The White Hare of Inaba legend emphasizes the benevolence of Ōnamuchi, who was later enshrined at the Izumo-taisha. Japanese scholars have traditionally interpreted the struggle between the kind Ōnamuchi and his wrathful eighty brothers as a symbolic representation of civilization and barbarism in the emergent Japanese state.

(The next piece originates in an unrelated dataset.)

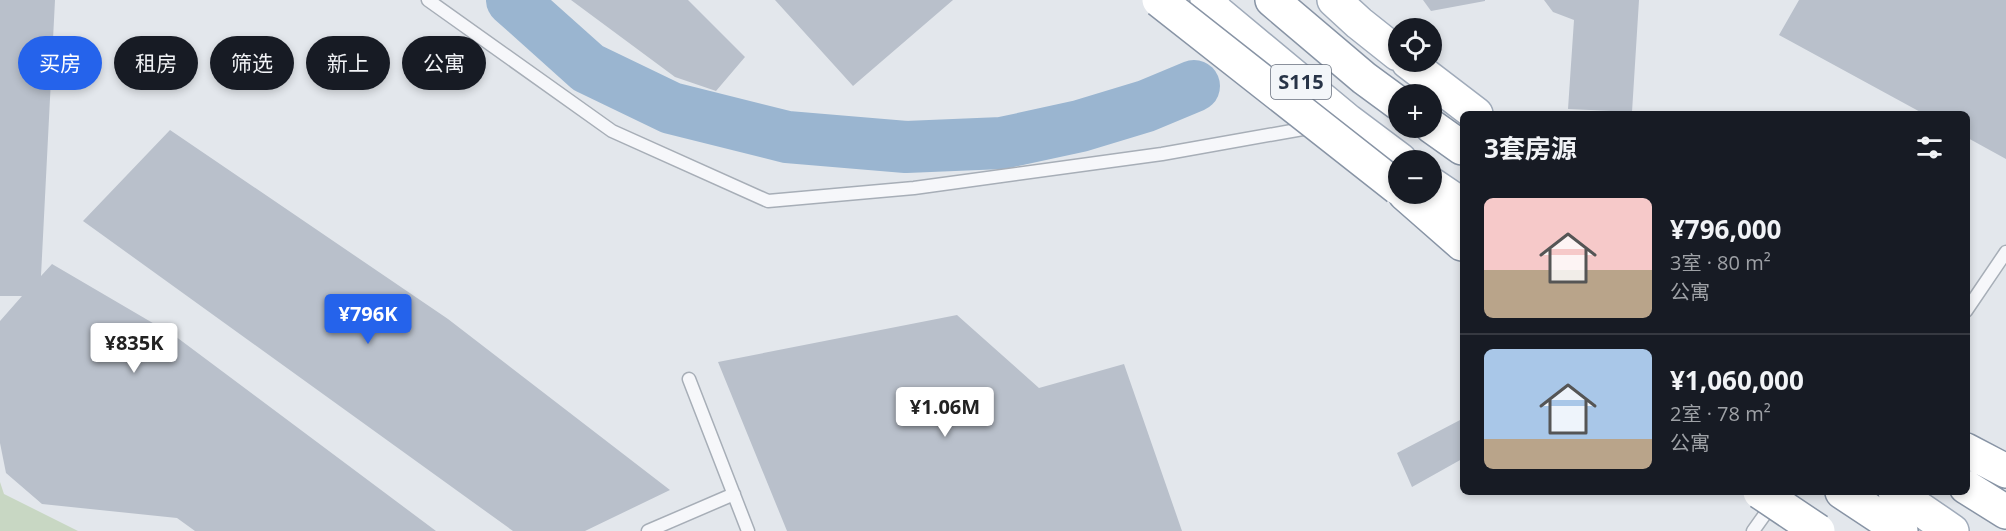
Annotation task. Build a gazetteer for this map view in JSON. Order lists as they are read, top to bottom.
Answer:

The version of the White Hare of Inaba legend told in the Kojiki has been compared to similar myths from Java in Indonesia, Sri Lanka, and India.

==Ise ga Naru version==

Long ago, when Japanese goddess Amaterasu and her entourage traveled around at the boundary of Yakami in Inaba, they were looking for a place for their temporary palace, suddenly a white hare appeared. the white hare bit Amaterasu's clothes and took her to an appropriate place for a temporary palace along Nakayama mountain and Reiseki mountain. About two hours' walk, accompanied by the white hare, Amaterasu reached a mountain top plain, which is now called Ise ga naru. Then, the white hare disappeared at Ise ga naru.

The place of this legend is in Yazu town and Tottori city, in Tottori Prefecture (ancient Inaba and Houki), where the shrine Hakuto Jinja reveres the white hare.